→ ACTIVITY:
Give back an exact copy of the lines below, from the first through the line with "Draw a box around"; please stop there.

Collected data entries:
※
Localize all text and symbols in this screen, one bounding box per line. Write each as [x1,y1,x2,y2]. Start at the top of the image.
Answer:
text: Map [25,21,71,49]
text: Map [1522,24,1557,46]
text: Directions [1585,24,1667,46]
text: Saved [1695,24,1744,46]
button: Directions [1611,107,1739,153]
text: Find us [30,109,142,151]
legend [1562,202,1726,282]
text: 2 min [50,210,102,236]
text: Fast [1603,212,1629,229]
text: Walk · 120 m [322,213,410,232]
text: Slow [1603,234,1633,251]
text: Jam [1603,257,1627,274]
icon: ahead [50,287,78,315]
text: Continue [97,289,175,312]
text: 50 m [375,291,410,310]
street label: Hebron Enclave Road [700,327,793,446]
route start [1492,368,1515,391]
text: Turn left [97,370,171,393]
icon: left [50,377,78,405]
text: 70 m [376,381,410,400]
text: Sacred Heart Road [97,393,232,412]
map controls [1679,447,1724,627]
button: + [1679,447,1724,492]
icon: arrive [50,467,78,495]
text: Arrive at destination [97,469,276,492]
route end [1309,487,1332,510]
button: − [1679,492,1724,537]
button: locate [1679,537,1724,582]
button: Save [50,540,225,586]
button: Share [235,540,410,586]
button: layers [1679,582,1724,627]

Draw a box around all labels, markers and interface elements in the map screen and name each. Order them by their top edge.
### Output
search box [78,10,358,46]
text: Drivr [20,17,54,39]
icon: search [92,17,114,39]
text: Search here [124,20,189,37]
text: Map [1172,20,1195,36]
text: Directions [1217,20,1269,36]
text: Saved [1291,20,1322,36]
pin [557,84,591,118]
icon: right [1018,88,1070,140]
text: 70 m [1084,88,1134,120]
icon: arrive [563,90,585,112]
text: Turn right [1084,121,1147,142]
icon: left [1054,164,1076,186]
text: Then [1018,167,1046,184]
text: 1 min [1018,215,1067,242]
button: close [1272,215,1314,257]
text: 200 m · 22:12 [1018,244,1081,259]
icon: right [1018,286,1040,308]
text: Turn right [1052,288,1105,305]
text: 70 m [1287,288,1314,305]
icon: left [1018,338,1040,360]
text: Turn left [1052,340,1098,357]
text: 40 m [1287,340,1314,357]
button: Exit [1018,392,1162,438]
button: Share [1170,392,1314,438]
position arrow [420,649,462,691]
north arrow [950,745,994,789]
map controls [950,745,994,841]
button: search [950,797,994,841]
※
→ OUTPUT:
Localize all text and symbols in this screen, one bounding box per line. Write each as [x1,y1,x2,y2]. Start at the top of the image.
Answer:
text: Map [25,21,71,49]
text: Map [1522,24,1557,46]
text: Directions [1585,24,1667,46]
text: Saved [1695,24,1744,46]
button: Directions [1611,107,1739,153]
text: Find us [30,109,142,151]
legend [1562,202,1726,282]
text: 2 min [50,210,102,236]
text: Fast [1603,212,1629,229]
text: Walk · 120 m [322,213,410,232]
text: Slow [1603,234,1633,251]
text: Jam [1603,257,1627,274]
icon: ahead [50,287,78,315]
text: Continue [97,289,175,312]
text: 50 m [375,291,410,310]
street label: Hebron Enclave Road [700,327,793,446]
route start [1492,368,1515,391]
text: Turn left [97,370,171,393]
icon: left [50,377,78,405]
text: 70 m [376,381,410,400]
text: Sacred Heart Road [97,393,232,412]
map controls [1679,447,1724,627]
button: + [1679,447,1724,492]
icon: arrive [50,467,78,495]
text: Arrive at destination [97,469,276,492]
route end [1309,487,1332,510]
button: − [1679,492,1724,537]
button: locate [1679,537,1724,582]
button: Save [50,540,225,586]
button: Share [235,540,410,586]
button: layers [1679,582,1724,627]

Draw a box around all labels, markers and interface elements in the map screen and name each. Order them by their top edge.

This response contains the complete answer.